The pavement of the driveway feels warm and flat under her legs. The boys make circles around the trees, shouting and shouting. They’re playing some game she doesn’t understand. One weaves through the grass before dropping and rolling while the other watches from the sidewalk. Then, they shout each other’s names and switch places. Whenever a firework lights up the sky, they scream, “Firework stand!” or “They’re making me so angry!” or a continuous loop of, “Look at that one, that one, that one.”
To her, it feels like the sky is shaking – the pounding, deafening beat of the houses around them sending fireworks into the air. Afterward, there’s that lull, that indeterminable wait as someone sets a container out onto the street, lights it, and runs away, a sea of faces turning upwards to wait for it to explode. Then: Boom. It makes her muscles jumpy under her skin, the nerves at the base of her jaw twitch and dance. She finds herself running her teeth back and forth across one another.
The dog in her lap jumps and claws at her chest, scratching welts into her skin with his long nails. Her husband lies beside her, his arms folded underneath his head, his face lazy, sliding into a trance as the colors explode above their heads. Everything looks dark and grainy and she wishes she were already in bed, blankets pulled to her ears. “The kids will love them. Just a few minutes,” her husband had said as she eyed the front door, placed her hand on the doorknob. He’d touched her elbow and she’d relented, sitting down beside him in the driveway.
A truck passes them, windows rolled down, the man on the passenger side with half his body hanging out, neck craned to the sky. They drive so slowly down the street that it doesn’t look like they’re moving.

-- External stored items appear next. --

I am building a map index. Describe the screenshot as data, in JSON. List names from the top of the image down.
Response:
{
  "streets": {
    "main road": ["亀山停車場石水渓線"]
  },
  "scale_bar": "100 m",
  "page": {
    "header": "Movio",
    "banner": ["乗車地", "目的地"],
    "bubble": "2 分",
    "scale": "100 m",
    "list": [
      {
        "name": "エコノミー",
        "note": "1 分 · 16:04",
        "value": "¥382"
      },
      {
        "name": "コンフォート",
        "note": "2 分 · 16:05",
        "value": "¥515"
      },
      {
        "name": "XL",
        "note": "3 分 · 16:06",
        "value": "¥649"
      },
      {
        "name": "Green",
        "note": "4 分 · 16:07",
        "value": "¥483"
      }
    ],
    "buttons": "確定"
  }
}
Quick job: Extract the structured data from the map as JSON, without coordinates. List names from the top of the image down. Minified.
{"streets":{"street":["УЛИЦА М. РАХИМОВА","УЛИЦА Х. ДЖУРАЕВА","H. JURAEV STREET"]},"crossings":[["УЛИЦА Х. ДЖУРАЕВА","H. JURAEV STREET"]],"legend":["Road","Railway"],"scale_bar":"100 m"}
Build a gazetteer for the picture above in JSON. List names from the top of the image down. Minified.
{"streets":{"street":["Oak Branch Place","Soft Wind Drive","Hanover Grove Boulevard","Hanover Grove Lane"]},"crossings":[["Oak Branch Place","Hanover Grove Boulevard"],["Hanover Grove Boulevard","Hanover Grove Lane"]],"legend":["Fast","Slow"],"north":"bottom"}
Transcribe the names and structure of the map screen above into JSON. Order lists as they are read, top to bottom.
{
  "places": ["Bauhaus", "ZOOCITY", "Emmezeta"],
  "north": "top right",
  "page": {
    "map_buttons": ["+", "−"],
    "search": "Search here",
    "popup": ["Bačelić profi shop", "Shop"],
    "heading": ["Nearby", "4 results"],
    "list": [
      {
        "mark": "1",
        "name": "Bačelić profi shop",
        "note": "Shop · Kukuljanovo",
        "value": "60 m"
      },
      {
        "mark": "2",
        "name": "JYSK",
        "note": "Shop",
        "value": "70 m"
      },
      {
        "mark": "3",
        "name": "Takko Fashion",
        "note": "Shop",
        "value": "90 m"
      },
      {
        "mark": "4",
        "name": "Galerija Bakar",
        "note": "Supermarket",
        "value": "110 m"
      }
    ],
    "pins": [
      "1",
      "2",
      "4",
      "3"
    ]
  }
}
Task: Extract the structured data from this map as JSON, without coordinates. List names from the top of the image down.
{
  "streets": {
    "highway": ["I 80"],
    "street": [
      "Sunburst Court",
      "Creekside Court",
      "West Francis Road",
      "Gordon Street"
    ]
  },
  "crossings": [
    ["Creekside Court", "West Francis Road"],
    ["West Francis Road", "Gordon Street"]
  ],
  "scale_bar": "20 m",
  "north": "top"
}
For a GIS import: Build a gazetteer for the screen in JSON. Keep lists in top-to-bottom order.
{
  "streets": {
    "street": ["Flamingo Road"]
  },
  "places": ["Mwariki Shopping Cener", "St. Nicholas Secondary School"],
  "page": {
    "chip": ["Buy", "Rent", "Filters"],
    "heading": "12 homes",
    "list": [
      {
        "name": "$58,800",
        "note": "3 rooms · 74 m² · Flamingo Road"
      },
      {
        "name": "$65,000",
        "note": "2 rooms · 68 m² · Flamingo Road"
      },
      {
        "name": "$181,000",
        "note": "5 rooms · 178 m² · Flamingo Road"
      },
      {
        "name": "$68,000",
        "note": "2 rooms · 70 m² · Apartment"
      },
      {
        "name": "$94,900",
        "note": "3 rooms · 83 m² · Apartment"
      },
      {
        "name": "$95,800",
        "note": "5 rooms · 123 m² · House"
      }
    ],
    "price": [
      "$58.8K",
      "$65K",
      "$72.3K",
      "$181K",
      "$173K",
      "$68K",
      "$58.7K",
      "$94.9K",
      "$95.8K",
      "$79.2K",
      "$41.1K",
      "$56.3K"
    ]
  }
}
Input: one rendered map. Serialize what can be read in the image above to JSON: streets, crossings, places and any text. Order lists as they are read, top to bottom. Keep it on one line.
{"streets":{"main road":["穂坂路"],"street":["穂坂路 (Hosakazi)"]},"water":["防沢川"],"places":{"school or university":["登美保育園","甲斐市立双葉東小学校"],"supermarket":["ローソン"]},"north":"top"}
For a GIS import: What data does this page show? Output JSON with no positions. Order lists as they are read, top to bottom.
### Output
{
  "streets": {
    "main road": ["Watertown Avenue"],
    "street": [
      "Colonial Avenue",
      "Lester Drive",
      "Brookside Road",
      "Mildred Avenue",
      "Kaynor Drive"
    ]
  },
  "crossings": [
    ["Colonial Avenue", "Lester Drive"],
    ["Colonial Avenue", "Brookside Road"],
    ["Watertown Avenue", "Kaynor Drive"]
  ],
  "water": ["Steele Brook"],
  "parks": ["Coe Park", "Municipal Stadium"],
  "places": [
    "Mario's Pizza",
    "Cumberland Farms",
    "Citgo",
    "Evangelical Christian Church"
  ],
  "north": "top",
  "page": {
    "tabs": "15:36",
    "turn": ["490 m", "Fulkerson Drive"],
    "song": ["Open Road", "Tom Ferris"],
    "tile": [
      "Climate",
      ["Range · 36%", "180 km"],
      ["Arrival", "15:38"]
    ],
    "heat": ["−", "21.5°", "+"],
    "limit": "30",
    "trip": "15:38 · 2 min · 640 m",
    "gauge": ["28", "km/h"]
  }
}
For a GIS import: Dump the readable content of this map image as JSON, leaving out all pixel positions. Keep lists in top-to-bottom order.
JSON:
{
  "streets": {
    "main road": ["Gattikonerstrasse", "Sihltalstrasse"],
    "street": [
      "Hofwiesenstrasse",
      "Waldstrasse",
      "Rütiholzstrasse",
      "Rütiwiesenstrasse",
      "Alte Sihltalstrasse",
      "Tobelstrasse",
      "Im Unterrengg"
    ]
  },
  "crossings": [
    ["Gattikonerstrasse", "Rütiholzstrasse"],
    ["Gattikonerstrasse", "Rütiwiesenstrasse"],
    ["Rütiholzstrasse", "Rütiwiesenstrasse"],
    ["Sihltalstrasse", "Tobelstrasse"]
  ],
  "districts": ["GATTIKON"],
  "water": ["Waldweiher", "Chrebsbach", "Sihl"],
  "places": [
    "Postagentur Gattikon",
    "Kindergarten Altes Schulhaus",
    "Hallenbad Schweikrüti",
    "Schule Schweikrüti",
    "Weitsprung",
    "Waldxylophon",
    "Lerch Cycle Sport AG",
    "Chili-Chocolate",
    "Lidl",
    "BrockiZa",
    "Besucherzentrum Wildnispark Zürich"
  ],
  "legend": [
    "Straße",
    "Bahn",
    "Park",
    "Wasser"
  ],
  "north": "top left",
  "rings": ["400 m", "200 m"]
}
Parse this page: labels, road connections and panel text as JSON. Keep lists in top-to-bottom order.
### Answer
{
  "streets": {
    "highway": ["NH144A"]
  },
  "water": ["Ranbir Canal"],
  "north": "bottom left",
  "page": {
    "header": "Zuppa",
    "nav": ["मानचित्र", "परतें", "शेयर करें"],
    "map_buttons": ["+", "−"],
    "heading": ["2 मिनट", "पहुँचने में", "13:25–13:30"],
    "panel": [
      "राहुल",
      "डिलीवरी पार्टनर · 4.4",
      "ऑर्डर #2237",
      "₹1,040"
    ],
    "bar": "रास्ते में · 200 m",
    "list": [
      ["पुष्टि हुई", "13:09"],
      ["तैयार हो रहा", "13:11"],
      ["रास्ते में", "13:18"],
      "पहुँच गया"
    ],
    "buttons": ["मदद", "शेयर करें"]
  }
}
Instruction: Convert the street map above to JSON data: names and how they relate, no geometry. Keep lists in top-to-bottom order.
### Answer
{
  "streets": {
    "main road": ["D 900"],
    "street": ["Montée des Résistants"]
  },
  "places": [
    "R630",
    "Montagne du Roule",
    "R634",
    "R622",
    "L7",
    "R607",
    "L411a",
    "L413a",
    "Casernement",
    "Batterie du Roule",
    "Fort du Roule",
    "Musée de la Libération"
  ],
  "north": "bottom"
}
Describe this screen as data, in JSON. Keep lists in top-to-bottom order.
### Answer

But the tires crunch and pop over discarded plastic shells until they eventually make a turn and disappear. Her head pounds from the day – all the sun, the beer, the sharp smell of chlorine. Her mouth is dry and hot.
Her husband reaches over and takes her hand, a chunk of gravel trapped on the underside of her wrist, cutting into her skin. When she pulls her hand away, he snorts and shakes his head, pushes up to join the boys before she can stop him and explain. He’s running with them, inserting himself so easily into their game. She remains sitting there, dog clawing her skin, desperately wanting to be in bed.